Saved data entries
= Beginning of Section =
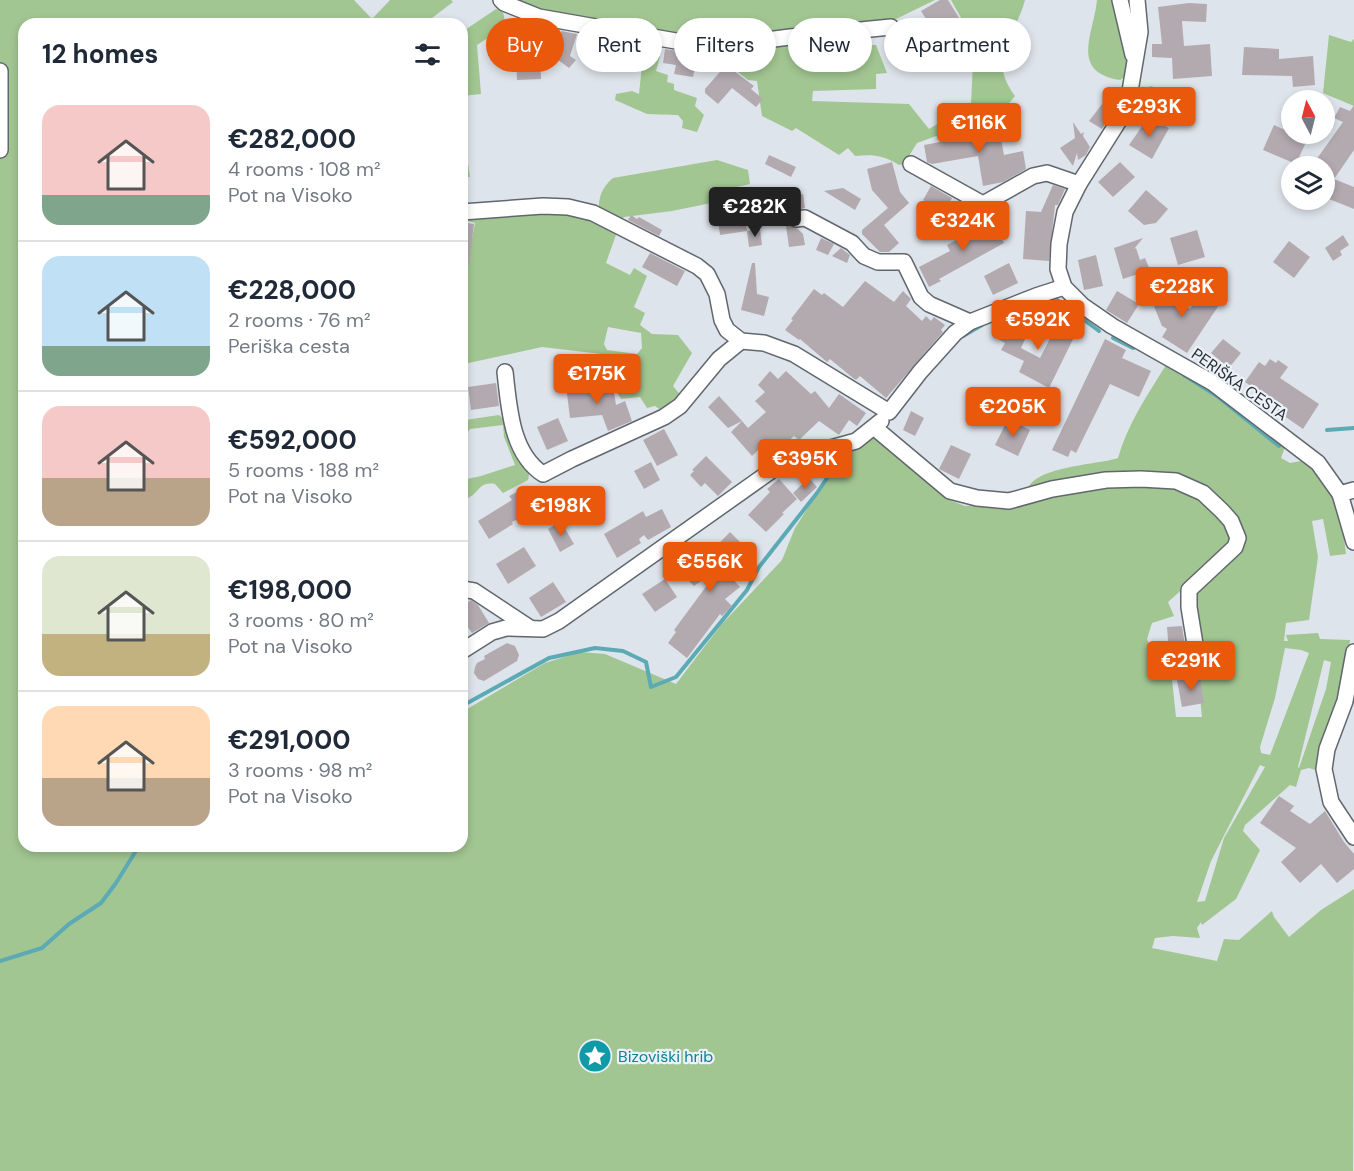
<!DOCTYPE html>
<meta charset="utf-8">
<style>
:root{--surface:#fff;--page:#f6f6f7;--text:#1f2937;--muted:#747a83;--line:#e0e1e3;--accent:#ea580c}
body{margin:0;font-family:"DM Sans",sans-serif;background:var(--page);color:var(--text);height:100vh;display:flex;flex-direction:column;font-size:22px;white-space:nowrap}
*{box-sizing:border-box;margin:0}
p{font-size:20px;color:var(--muted)}
.icon{flex:none;width:33px;height:33px;fill:none;stroke:currentColor;stroke-width:2;stroke-linecap:round;stroke-linejoin:round}
.map{position:relative;flex:1;overflow:hidden}
.side{position:absolute;left:18px;top:18px;width:450px;height:834px;display:flex;flex-direction:column;background:var(--surface);border-radius:18px;box-shadow:0 3px 9px #0003}
.side>*{flex:none}
.top-card{position:absolute;left:486px;top:18px;width:570px;height:54px;display:flex;gap:12px}
.needle{width:39px;rotate:353deg}
.tools{position:absolute;left:1281px;top:90px;display:grid;gap:12px}
.tools a{display:grid;place-items:center;width:54px;height:54px;border-radius:50%;background:var(--surface);box-shadow:0 3px 9px #0003;font-size:30px}
.price{position:absolute;translate:-50% -51px;padding:0 14px;border-radius:6px;background:var(--accent);color:#fff;font-size:20px;line-height:39px;filter:drop-shadow(0 2px 3px #0008)}
.price::after{content:'';position:absolute;left:50%;top:36px;width:18px;height:14px;margin-left:-9px;background:inherit;clip-path:polygon(0 0,100% 0,50% 100%)}
.price.active{background:#222;color:#fff}
ul{padding:0;list-style:none}
li{display:flex;align-items:center;gap:18px;height:150px;padding:0 24px}
li+li{border-top:2px solid var(--line)}
li span{display:grid;place-items:center;flex:none;width:168px;height:120px;border-radius:18px;color:#555}
li>.icon{margin-inline-start:auto}
span .icon{width:72px;height:72px;fill:#fffc;stroke-width:1}
li b{font-size:26px}
h2{display:flex;justify-content:space-between;align-items:center;height:72px;padding:0 24px;font-size:26px}
.chip{padding:0 21px;border-radius:27px;background:var(--surface);box-shadow:0 3px 9px #0003;font-size:21px;line-height:54px}
.chip.active{background:var(--accent);color:#fff}
.map>svg:first-child{display:block}
</style>
<div class="map">
<svg width="1354" height="1171" viewBox="0 0 1354 1171">
<rect width="100%" height="100%" fill="#dee4eb"/>
<g fill="#a2c692" fill-rule="evenodd">
<path d="M0,0H354L372,19L390,0H451L453,2L432,18L435,24H24V846H462V712L545,663L580,652L605,654L676,684L721,625L782,560L795,528L809,506L819,493L826,479L847,451L877,435L924,474L947,499L965,506L1015,503L1067,489L1108,483L1151,482L1179,486L1205,499L1229,525L1233,544L1168,602L1174,616L1152,623L1147,639L1158,664L1171,670L1176,717H1202L1198,677L1204,676C1202,660 1190,608 1194,595C1200,576 1236,565 1241,541C1245,527 1233,511 1223,502C1208,491 1194,481 1176,476C1169,474 1160,474 1153,474C1110,472 1069,482 1027,492C1031,466 1098,465 1118,458C1127,425 1148,394 1166,365L1203,387L1285,447L1281,458L1290,463L1301,461L1308,464L1332,496L1343,531L1346,554L1330,556L1323,519L1312,521L1318,557L1309,620L1286,623L1284,641H1288L1286,635L1318,633L1320,639L1350,640L1344,685L1322,750L1319,771L1309,768L1301,770L1296,787L1290,785L1245,825L1243,831L1260,850L1236,899L1202,925L1201,922L1197,928L1200,938L1173,936L1155,938L1152,948L1217,961L1224,939L1239,940L1272,911L1274,917L1289,937L1321,910L1354,889L1353,1171H0ZM1285,648L1301,650L1309,653L1270,755L1261,753L1260,747L1275,698ZM1324,660L1331,662L1326,689L1299,768L1298,767ZM1260,765L1265,767L1224,838L1205,901L1197,902L1211,861Z"/>
<path d="M516,0H935L896,19L874,23L717,39H692L552,14Z"/>
<path d="M951,0H1025C1015,38 986,57 1015,96L1002,112L917,143L904,164L899,165C884,155 872,154 855,156L848,148L839,155L796,128L792,131L762,116L757,81L748,80L723,60L725,52L866,34L868,45H876L887,73L876,74V89L813,91L812,101L909,104L929,129L971,104L973,62L970,53L978,48Z"/>
<path d="M1097,0H1116L1129,55L1125,77L1120,80C1069,72 1094,33 1097,0Z"/>
<path d="M496,9L503,12L506,26L477,45L481,94L462,96V32Z"/>
<path d="M594,32L644,40L645,51L660,56L656,71L668,75L667,82L674,84V90L697,98L695,106L704,115L697,132L682,128L683,121L678,115L647,114L615,100L616,94L632,91L639,94L642,65L578,53L581,44L590,47Z"/>
<path d="M1329,35L1351,42L1354,39V106L1323,93Z"/>
<path d="M462,123L470,177L462,178Z"/>
<path d="M717,160L748,170L750,184L732,188L731,199L672,211L624,217L619,223L599,211C598,198 602,187 613,178Z"/>
<path d="M574,212L617,232L606,263L630,275L634,268L647,276L634,307L645,313L640,325L652,334L678,335L692,353L673,386L682,397L662,411L655,406L647,408L640,397L621,399L609,379L581,383L580,369L601,366V354L542,347L464,364L462,369V262L468,260L475,223L468,221L469,215ZM608,327L641,333L642,348L637,354L607,350L604,344Z"/>
<path d="M462,406L465,420L499,415C514,428 508,440 516,455C522,465 532,468 528,480L503,493L495,484C476,481 481,496 462,500ZM503,425L504,437L515,465L481,476L462,480L463,438L470,429Z"/>
</g>
<g fill="none" stroke-linecap="round" stroke-linejoin="round">
<g stroke="#5baab4" stroke-width="4">
<path d="M1037,303L1056,299L1099,331"/>
<path d="M963,336L982,325"/>
<path d="M1113,338L1133,348"/>
<path d="M1184,375L1217,396L1279,446"/>
<path d="M1327,430L1354,428"/>
<path d="M462,706L549,658L595,648L623,651L646,662L651,687L676,677L747,590L759,567L817,493L846,450"/>
<path d="M0,961L42,948L69,924L101,903L116,883L139,846"/>
</g>
</g>
<g fill="#b3aaaf">
<path d="M940,0H948L966,29L951,38L940,20L931,27L921,11Z"/>
<path d="M1189,3L1207,4L1206,22L1182,21L1184,46L1210,44L1212,76L1173,79L1172,58L1152,57V44H1162L1158,7Z"/>
<path d="M561,31L577,34L570,56L576,60L569,68L545,50L555,49Z"/>
<path d="M909,34L918,50L899,60L890,44Z"/>
<path d="M1244,47L1279,49V59L1313,56L1315,85L1293,87L1292,76L1242,75Z"/>
<path d="M665,49L708,56L706,64L696,62L693,77L674,74L676,65L663,63Z"/>
<path d="M540,50L541,79L517,80L516,52Z"/>
<path d="M726,65L754,86L751,89L763,99L756,107L732,88L718,104L705,93V89Z"/>
<path d="M1150,86L1187,96L1183,111L1146,101Z"/>
<path d="M1106,99L1116,107L1102,129L1089,121Z"/>
<path d="M1354,105V150L1334,179L1354,187V209L1324,197V166L1316,160L1343,122L1334,118L1340,107L1350,111Z"/>
<path d="M1148,118L1169,128L1152,159L1129,145Z"/>
<path d="M1073,122L1081,134L1084,132L1083,136L1090,147L1086,155L1078,160L1077,153L1073,166L1060,148L1075,138Z"/>
<path d="M998,123L1004,155L1023,151L1026,169L1003,182L983,186L978,156L932,164L927,162L924,145L940,142V140L955,137V135L969,133V131L984,128V125Z"/>
<path d="M1274,125L1307,140L1296,164L1263,150Z"/>
<path d="M769,155L796,167L791,177L765,164Z"/>
<path d="M892,162L900,192L909,203L884,225L899,243L889,252H880L862,234V230L888,208L872,190L867,169Z"/>
<path d="M1120,162L1135,177L1113,197L1098,182Z"/>
<path d="M1053,185L1065,189L1058,205H1055L1049,261L1023,259L1026,211L1041,212Z"/>
<path d="M931,186L952,198L944,212L923,200Z"/>
<path d="M843,188L861,199L855,210L824,191Z"/>
<path d="M1146,190L1168,209L1156,223L1144,225L1128,211Z"/>
<path d="M803,194L805,208L782,214L787,218L789,225L798,229L803,234L805,245L789,247L785,219L765,221L762,200Z"/>
<path d="M743,209L747,231L720,235L717,213Z"/>
<path d="M631,215L637,219L639,217L662,230L659,236L628,220Z"/>
<path d="M991,219L1004,243L939,279L941,281L929,287L919,267L950,251L947,245L977,229L976,227Z"/>
<path d="M462,222L474,224L469,266L462,265Z"/>
<path d="M760,229L762,245L749,247L747,231Z"/>
<path d="M1197,230L1205,257L1178,265L1170,238Z"/>
<path d="M1343,235L1349,245L1340,251L1342,255L1333,261L1325,248Z"/>
<path d="M821,238L834,244L828,255L816,250Z"/>
<path d="M1143,238L1134,249L1136,248L1140,260L1145,258L1150,270L1123,279L1114,248Z"/>
<path d="M1289,241L1310,257L1294,278L1273,262Z"/>
<path d="M841,248L850,255L847,263L832,256Z"/>
<path d="M650,253L685,271L677,286L642,267Z"/>
<path d="M1096,255L1103,286L1084,290L1078,260Z"/>
<path d="M752,263H755L757,294L769,297L764,316L741,310Z"/>
<path d="M1009,263L1018,283L993,295L984,276Z"/>
<path d="M865,281L894,302L903,291L911,299L906,306L922,321L926,316L931,321L934,317L945,325L941,330L943,332L886,398L860,376L856,380L853,378L830,359L827,362L800,339L799,340L785,330L793,320L791,319L814,289L822,295L824,293L843,307Z"/>
<path d="M1145,284L1190,309L1201,293L1219,305L1187,353L1162,337L1167,329L1162,326Z"/>
<path d="M1117,291L1139,304L1127,323L1106,310Z"/>
<path d="M1016,321L1030,328L1021,348L1040,358L1059,321L1077,331L1049,388L1019,372L1024,361L1001,350L1005,343L996,338L1004,322L1013,327Z"/>
<path d="M1105,339L1126,350L1122,358L1151,371L1139,397L1110,384L1076,453L1071,450L1068,457L1052,450Z"/>
<path d="M1223,339L1241,353L1229,368L1211,353Z"/>
<path d="M1270,359L1276,363L1278,360L1288,367L1280,378L1319,404L1303,429L1277,411L1280,407L1245,382L1259,362L1265,366Z"/>
<path d="M770,371L778,379L786,371L811,394L815,391L829,408L839,394L866,413L857,426L849,420L839,435L819,421L799,440L794,436L771,456L762,446L752,456L731,432L742,421L748,428L766,412L755,401L765,392L758,385Z"/>
<path d="M496,383L499,406L471,410L468,387Z"/>
<path d="M585,384V391L613,386L616,405L625,401L632,421L608,431L602,415L570,418L566,386Z"/>
<path d="M719,396L742,421L728,428L708,407Z"/>
<path d="M911,411L924,418L915,436L903,430Z"/>
<path d="M558,418L568,441L547,450L537,427Z"/>
<path d="M1008,419L1030,430L1018,456L995,445Z"/>
<path d="M664,429L678,455L657,466L643,440Z"/>
<path d="M951,445L971,454L959,479L939,469Z"/>
<path d="M706,456L732,482L718,496L705,483L701,487L690,475L694,471L692,470Z"/>
<path d="M832,458L836,462L822,477L813,468L820,461Z"/>
<path d="M651,462L660,480L644,489L634,471Z"/>
<path d="M809,478L817,487L801,502L793,493Z"/>
<path d="M779,479L797,499L782,513L784,514L766,532L748,515L770,492L767,489Z"/>
<path d="M529,486L540,508L512,522L513,524L489,539L478,521L512,500L509,496Z"/>
<path d="M662,509L671,527L648,540L644,535L639,539L641,543L617,558L604,534L643,511L646,517Z"/>
<path d="M561,522L574,544L560,552L548,529Z"/>
<path d="M730,532L751,553L729,575L740,587L725,599L732,606L722,616L720,614L687,658L668,643L676,632L674,630L719,569L694,586L683,575L703,555L705,558Z"/>
<path d="M524,547L536,566L508,584L496,564Z"/>
<path d="M665,579L677,597L655,612L642,594Z"/>
<path d="M553,582L566,602L541,617L529,598Z"/>
<path d="M471,600L478,605L489,623L472,633L462,619V606Z"/>
<path d="M1182,626L1186,652L1169,653L1167,627Z"/>
<path d="M507,643L515,646L519,655L517,661L484,681L478,679L474,673L475,667L477,663L485,659L484,656Z"/>
<path d="M1194,677L1200,679L1204,703L1182,707L1177,680Z"/>
<path d="M1279,796L1294,806L1290,811L1310,824L1325,811L1344,842L1354,854V869L1337,883L1321,864L1300,883L1281,862L1296,848L1260,823Z"/>
</g>
<g fill="none" stroke-linecap="round" stroke-linejoin="round">
<defs>
<g id="minor">
<path d="M501,0L504,3L539,17L710,47L790,37L891,27"/>
<path d="M1120,0L1133,55"/>
<path d="M1137,0L1140,32L1130,91L1125,111L1079,184L1065,212L1059,244L1058,269L1064,287L1083,306L1112,326L1213,383L1318,463L1340,494L1354,490"/>
<path d="M0,71V150"/>
<path d="M911,164L983,204L1033,176L1047,173L1079,184"/>
<path d="M462,212L543,206L568,207L593,213L697,266L707,274L717,294L722,320L727,330L741,341L764,343L794,354L889,412L920,372L955,333L970,322L1036,296L1064,287"/>
<path d="M796,219L805,218L852,243L864,256L878,262H904L921,297L929,304L970,322"/>
<path d="M505,372C509,407 511,453 543,474L572,459L664,417L680,406L719,359L741,341"/>
<path d="M875,428L950,491L977,498L1009,501L1052,489L1106,480L1141,479L1176,481L1203,493L1222,511L1231,521L1238,538L1235,547L1189,590V607L1199,669"/>
<path d="M1340,494L1354,542"/>
<path d="M462,589L474,591L530,628"/>
<path d="M462,651L492,632L506,628L543,629L559,621L778,466L798,457L856,441L881,421"/>
<path d="M1354,652L1345,701L1327,749L1324,769L1331,802L1354,837"/>
</g>
</defs>
<use href="#minor" stroke="#61676d" stroke-width="18"/>
<use href="#minor" stroke="#fff" stroke-width="15"/>
</g>
<defs>
<symbol id="sight-disc" viewBox="-11 -11 22 22"><circle r="9.5" fill="#0f9aa8" stroke="#ebf1f9"/><path d="M0-6L1.8-2.2L6-1.7L2.9 1.2L3.7 5.4L0 3.3L-3.7 5.4L-2.9 1.2L-6-1.7L-1.8-2.2Z" fill="#fff"/></symbol>
</defs>
<g fill-rule="evenodd">
<use href="#sight-disc" x="576" y="1037" width="38" height="38"/>
</g>
<g text-anchor="middle" stroke-width="4.5" stroke-linejoin="round" paint-order="stroke">
<g font-size="16" fill="#2b2e30" stroke="#ebf1f9">
<text transform="translate(1240 384) rotate(35)" y="6">PERIŠKA CESTA</text>
</g>
<g font-size="16" fill="#0d838f" stroke="#ebf1f9" text-anchor="start">
<text x="618" y="1062">Bizoviški hrib</text>
</g>
</g>
</svg>
<div class="tools">
<a><svg class="needle" viewBox="-14 -14 28 28"><path d="M0-13l5 13h-10z" fill="#e53935"/><path d="M0 13l5-13h-10z" fill="#747a83"/></svg></a>
<a><svg class="icon" aria-label="layers" viewBox="0 0 24 24"><path d="M12 4l9 5-9 5-9-5zM3 14l9 5 9-5"/></svg></a>
</div>
<b class="price" style="left:1149px;top:138px">€293K</b>
<b class="price" style="left:979px;top:154px">€116K</b>
<b class="price active" style="left:755px;top:238px">€282K</b>
<b class="price" style="left:963px;top:252px">€324K</b>
<b class="price" style="left:1182px;top:318px">€228K</b>
<b class="price" style="left:1038px;top:351px">€592K</b>
<b class="price" style="left:597px;top:405px">€175K</b>
<b class="price" style="left:1013px;top:438px">€205K</b>
<b class="price" style="left:805px;top:490px">€395K</b>
<b class="price" style="left:561px;top:537px">€198K</b>
<b class="price" style="left:710px;top:593px">€556K</b>
<b class="price" style="left:1191px;top:692px">€291K</b>
<div class="top-card">
<a class="chip active">Buy</a>
<a class="chip">Rent</a>
<a class="chip">Filters</a>
<a class="chip">New</a>
<a class="chip">Apartment</a>
</div>
<section class="side">
<h2>12 homes<svg class="icon" aria-label="filters" viewBox="0 0 24 24"><path d="M4 7h16M4 17h16"/><circle cx="9" cy="7" r="2"/><circle cx="15" cy="17" r="2"/></svg></h2>
<ul>
<li><span style="background:linear-gradient(#f6c9c9 75%,#7fa58c 0)"><svg class="icon" aria-label="home" viewBox="0 0 24 24"><path d="M3 11l9-7 9 7M6 9v11h12V9"/></svg></span><div><b>€282,000</b><p>4 rooms · 108 m²</p><p>Pot na Visoko</p></div></li>
<li><span style="background:linear-gradient(#bfe0f5 75%,#7fa58c 0)"><svg class="icon" aria-label="home" viewBox="0 0 24 24"><path d="M3 11l9-7 9 7M6 9v11h12V9"/></svg></span><div><b>€228,000</b><p>2 rooms · 76 m²</p><p>Periška cesta</p></div></li>
<li><span style="background:linear-gradient(#f6c9c9 60%,#b9a48a 0)"><svg class="icon" aria-label="home" viewBox="0 0 24 24"><path d="M3 11l9-7 9 7M6 9v11h12V9"/></svg></span><div><b>€592,000</b><p>5 rooms · 188 m²</p><p>Pot na Visoko</p></div></li>
<li><span style="background:linear-gradient(#dfe7d0 65%,#c2b280 0)"><svg class="icon" aria-label="home" viewBox="0 0 24 24"><path d="M3 11l9-7 9 7M6 9v11h12V9"/></svg></span><div><b>€198,000</b><p>3 rooms · 80 m²</p><p>Pot na Visoko</p></div></li>
<li><span style="background:linear-gradient(#ffd9b3 60%,#b9a48a 0)"><svg class="icon" aria-label="home" viewBox="0 0 24 24"><path d="M3 11l9-7 9 7M6 9v11h12V9"/></svg></span><div><b>€291,000</b><p>3 rooms · 98 m²</p><p>Pot na Visoko</p></div></li>
</ul>
</section>
</div>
= End of Section =
Task to complete ▸ Look through the lines above and collect those with the word "items".

Your response ▸
.tools a{display:grid;place-items:center;width:54px;height:54px;border-radius:50%;background:var(--surface);box-shadow:0 3px 9px #0003;font-size:30px}
li{display:flex;align-items:center;gap:18px;height:150px;padding:0 24px}
li span{display:grid;place-items:center;flex:none;width:168px;height:120px;border-radius:18px;color:#555}
h2{display:flex;justify-content:space-between;align-items:center;height:72px;padding:0 24px;font-size:26px}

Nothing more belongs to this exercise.